Here's what I decided.

If it happened, I need and deserve help.

If it didn't happen, but I believe it did, I need and deserve help.

If it didn't happen, and I was making it up, I need and deserve help.

We have a right to our experience of things, as we are the ones who have to live with the memories. Other people can experience things completely differently than those standing right next to them at the time. Hence, "truth" is subjective.

I have found that what is truly important is whether or not something is "true for me."
 
My question is…..Does anyone else intensely fear not being believed? Does anyone else get so extreme sometimes that they even doubt the abuse ever happened?

Yes and Yes. I fear not being believed trauma that happened as an adult that the abuser confessed to and went to prison for. I have told my therapist, while tearfully holding the police report and I still expected her to tell me she did not believe me. She told me she knows it is real and that I am not lying, and yet my fear endures. I have even told my therapist that I'm scared she won't believe me and I am scared that she will! If she does believe me, it means I have to face the reality that it was real, it did happen, and now I have to deal with it.

She also says it doesn't really matter if she believes me or not, it's still real to me, and it's still something I need to face and heal from. This was rather bittersweet but helpful for me to hear.
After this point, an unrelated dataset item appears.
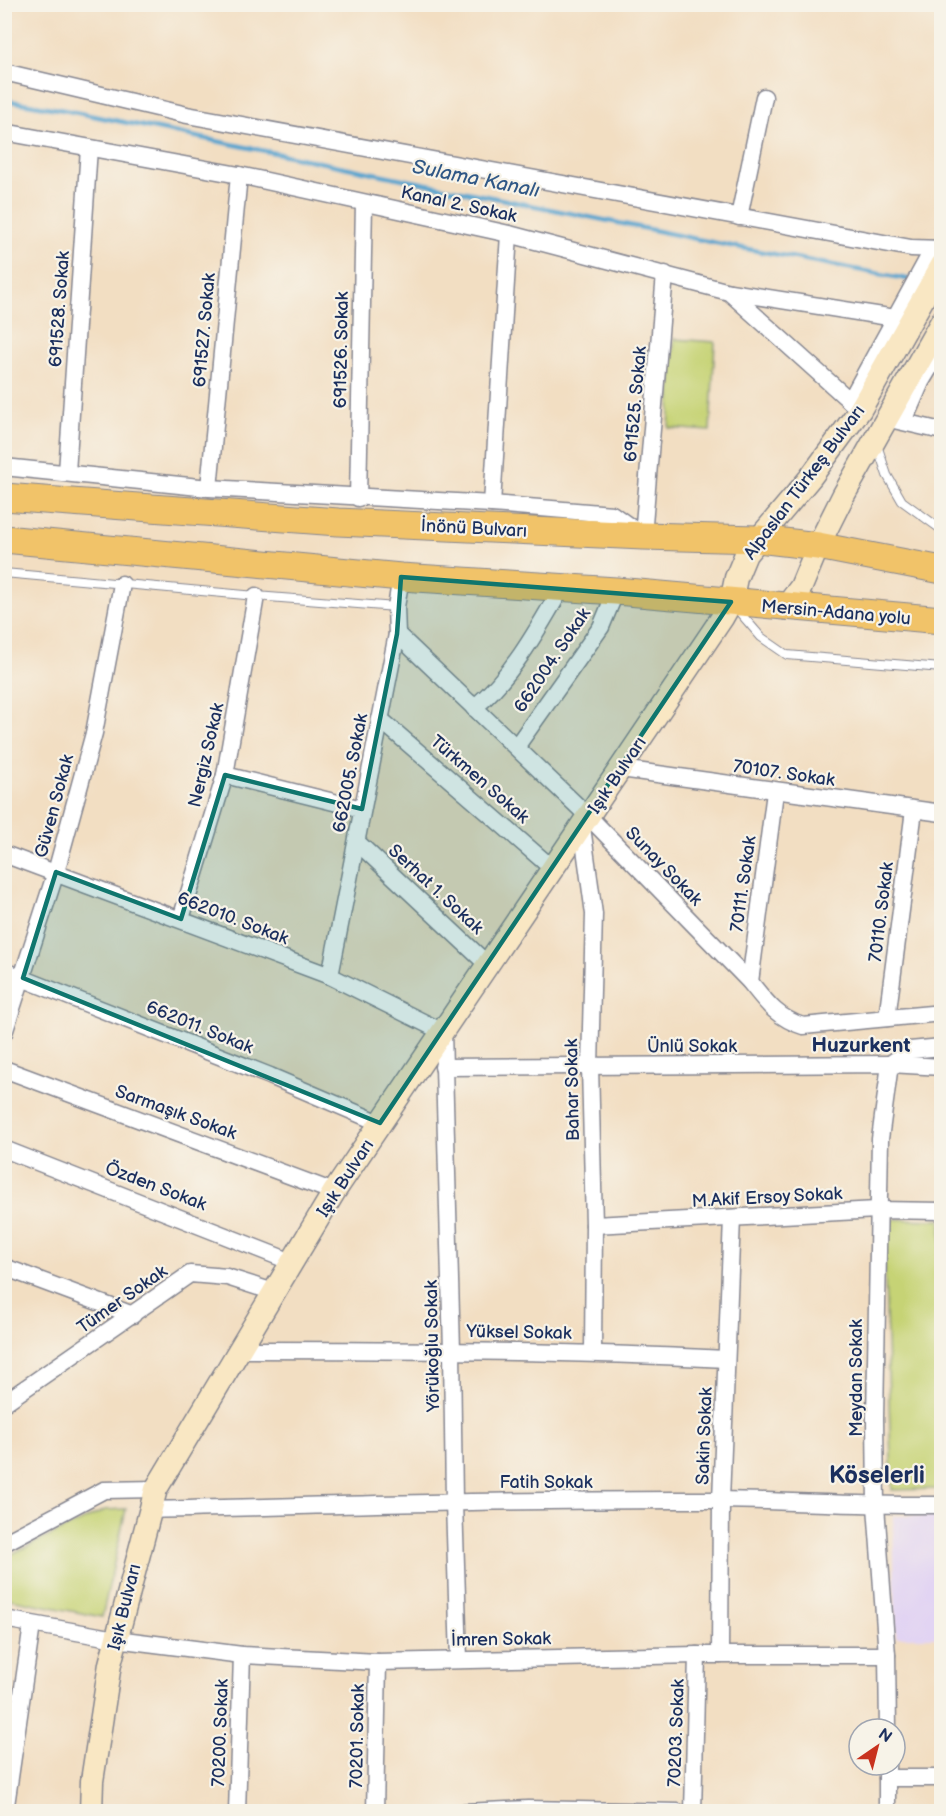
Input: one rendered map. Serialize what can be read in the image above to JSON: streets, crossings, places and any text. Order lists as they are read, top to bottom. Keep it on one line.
{"streets":{"highway":["İnönü Bulvarı","Mersin-Adana yolu"],"main road":["Alpaslan Türkeş Bulvarı","Işık Bulvarı"],"street":["Kanal 2. Sokak","691528. Sokak","691527. Sokak","691526. Sokak","691525. Sokak","662004. Sokak","Nergiz Sokak","662005. Sokak","70107. Sokak","Türkmen Sokak","Güven Sokak","Sunay Sokak","70111. Sokak","Serhat 1. Sokak","70110. Sokak","662010. Sokak","662011. Sokak","Ünlü Sokak","Bahar Sokak","Sarmaşık Sokak","Özden Sokak","M.Akif Ersoy Sokak","Tümer Sokak","Yüksel Sokak","Yörükoğlu Sokak","Meydan Sokak","Sakin Sokak","Fatih Sokak","İmren Sokak","70200. Sokak","70203. Sokak","70201. Sokak"]},"crossings":[["Kanal 2. Sokak","691528. Sokak"],["Kanal 2. Sokak","691527. Sokak"],["Kanal 2. Sokak","691526. Sokak"],["Kanal 2. Sokak","691525. Sokak"],["Kanal 2. Sokak","Alpaslan Türkeş Bulvarı"],["691525. Sokak","İnönü Bulvarı"],["Alpaslan Türkeş Bulvarı","İnönü Bulvarı"],["Alpaslan Türkeş Bulvarı","Mersin-Adana yolu"],["Alpaslan Türkeş Bulvarı","Işık Bulvarı"],["Mersin-Adana yolu","Işık Bulvarı"],["662004. Sokak","Sunay Sokak"],["Nergiz Sokak","662010. Sokak"],["662005. Sokak","Türkmen Sokak"],["662005. Sokak","Sunay Sokak"],["662005. Sokak","Serhat 1. Sokak"],["662005. Sokak","662010. Sokak"],["70107. Sokak","Işık Bulvarı"],["70107. Sokak","70111. Sokak"],["70107. Sokak","70110. Sokak"],["Işık Bulvarı","Türkmen Sokak"],["Işık Bulvarı","Sunay Sokak"],["Işık Bulvarı","Serhat 1. Sokak"],["Işık Bulvarı","662010. Sokak"],["Işık Bulvarı","662011. Sokak"],["Işık Bulvarı","Bahar Sokak"],["Işık Bulvarı","Sarmaşık Sokak"],["Işık Bulvarı","Özden Sokak"],["Işık Bulvarı","Tümer Sokak"],["Işık Bulvarı","Yüksel Sokak"],["Işık Bulvarı","Yörükoğlu Sokak"],["Işık Bulvarı","Fatih Sokak"],["Işık Bulvarı","İmren Sokak"],["Güven Sokak","662010. Sokak"],["Güven Sokak","662011. Sokak"],["Sunay Sokak","70111. Sokak"],["Sunay Sokak","70110. Sokak"],["Sunay Sokak","Bahar Sokak"],["662010. Sokak","Yörükoğlu Sokak"],["Ünlü Sokak","Bahar Sokak"],["Ünlü Sokak","Yörükoğlu Sokak"],["Ünlü Sokak","Meydan Sokak"],["Bahar Sokak","M.Akif Ersoy Sokak"],["Bahar Sokak","Yüksel Sokak"],["M.Akif Ersoy Sokak","Meydan Sokak"],["M.Akif Ersoy Sokak","Sakin Sokak"],["Yüksel Sokak","Yörükoğlu Sokak"],["Yüksel Sokak","Sakin Sokak"],["Yörükoğlu Sokak","Fatih Sokak"],["Yörükoğlu Sokak","İmren Sokak"],["Meydan Sokak","Fatih Sokak"],["Meydan Sokak","İmren Sokak"],["Sakin Sokak","Fatih Sokak"],["Sakin Sokak","İmren Sokak"],["İmren Sokak","70200. Sokak"],["İmren Sokak","70203. Sokak"],["İmren Sokak","70201. Sokak"]],"districts":["Huzurkent","Köselerli"],"water":["Sulama Kanalı"],"north":"top right"}
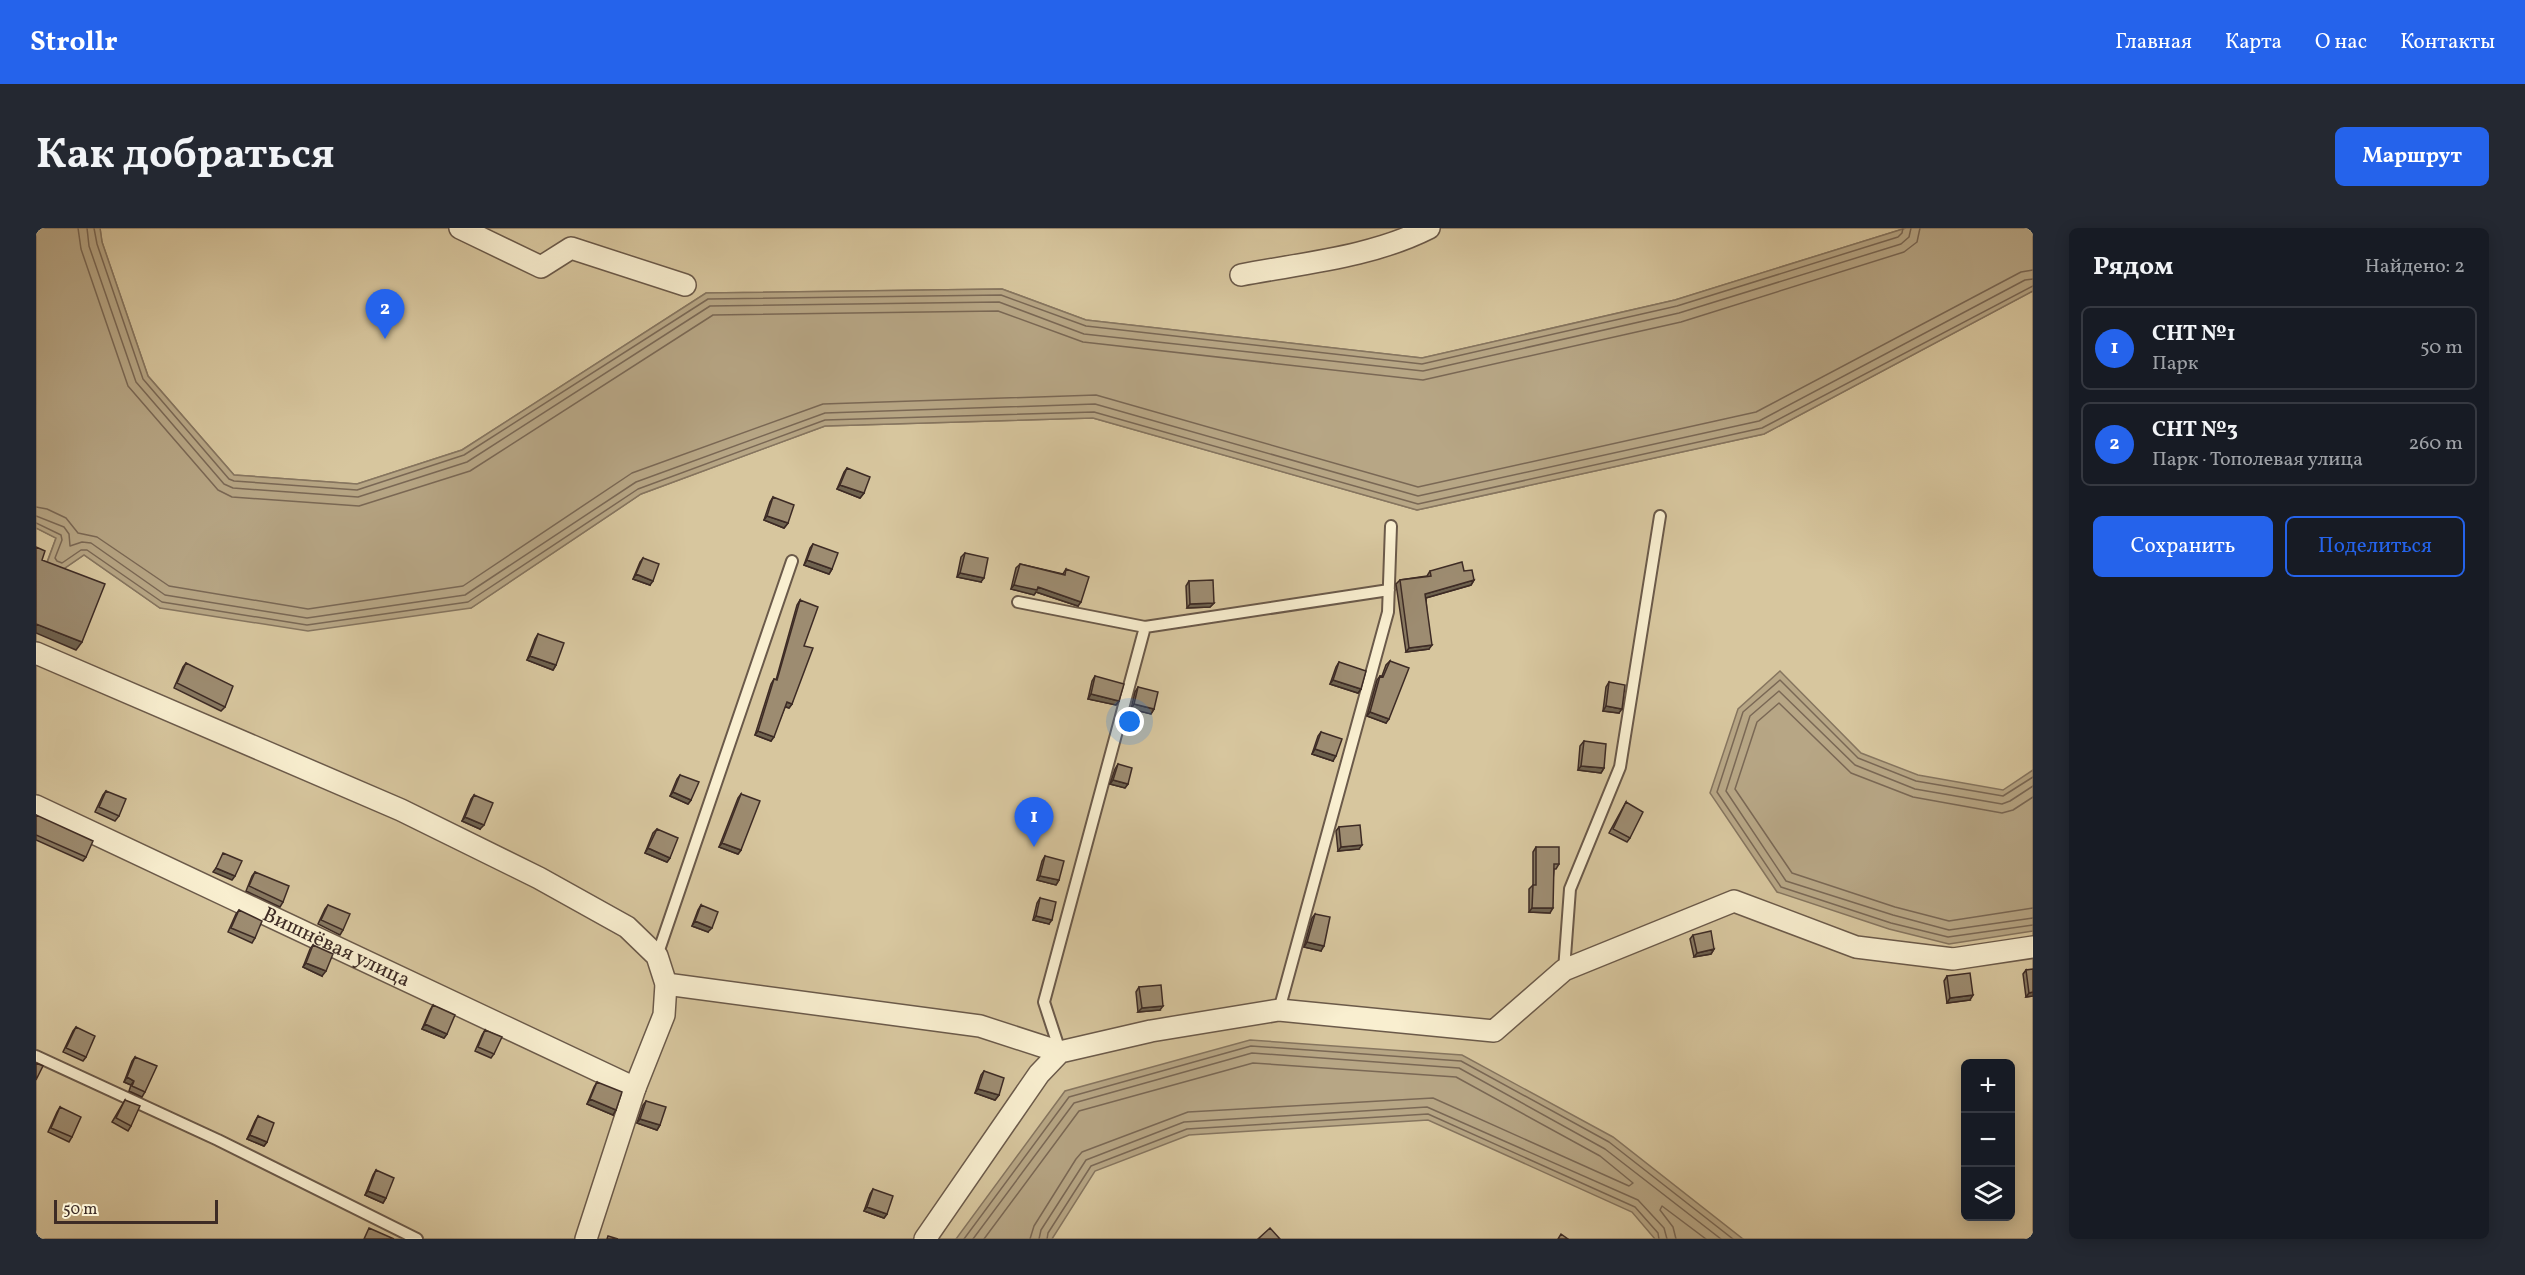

I'm still wrestling through this myself...
 
while tearfully holding the police report and I still expected her to tell me she did not believe me. She told me she knows it is real and that I am not lying, and yet my fear endures. I have even told my therapist that I'm scared she won't believe me and I am scared that she will!
Fascinating @Justmehere and I so hope that you and your T can work through this. You describe succinctly a feeling that is pervasive in me at all times it seems. I am working mainly with old trauma although it is documented to a degree, but never thought of this the way you put it. I am really interested in how this all works. So my immediate thoughts....

Is it the fear in general that is in question and the conflict that goes with that fear (trapped or damned if you do and damned if you don't)? In other words, is it just our general state of being (in the fearful place that PTSD instills in us) that makes everything so scary? Are we speaking in circles here of the fear of whether someone believes us (even ourselves) because it is an anxiety that overlays everything we speak, act upon and commit ourselves to?

I know I used to make decisions that were huge before I was hit with this rekindling of PTSD without a second thought. Now I can't decide a thing for myself for fear that I will do the wrong thing. I am not sure that anyone will 'get' this posting but this is what came to me when I read your above noted quote.
 
Thanks for the encouragement andinsightful thoughts!
Fascinating @JustmehereNow I can't decide a thing for myself for fear that I will do the wrong thing.
I have been deeply struggling with fear of making the wrong decision too - to the point of panic and levels of fear appropriate for life-and-death situations when all I'm trying to do is pick which class to take or what jacket to buy.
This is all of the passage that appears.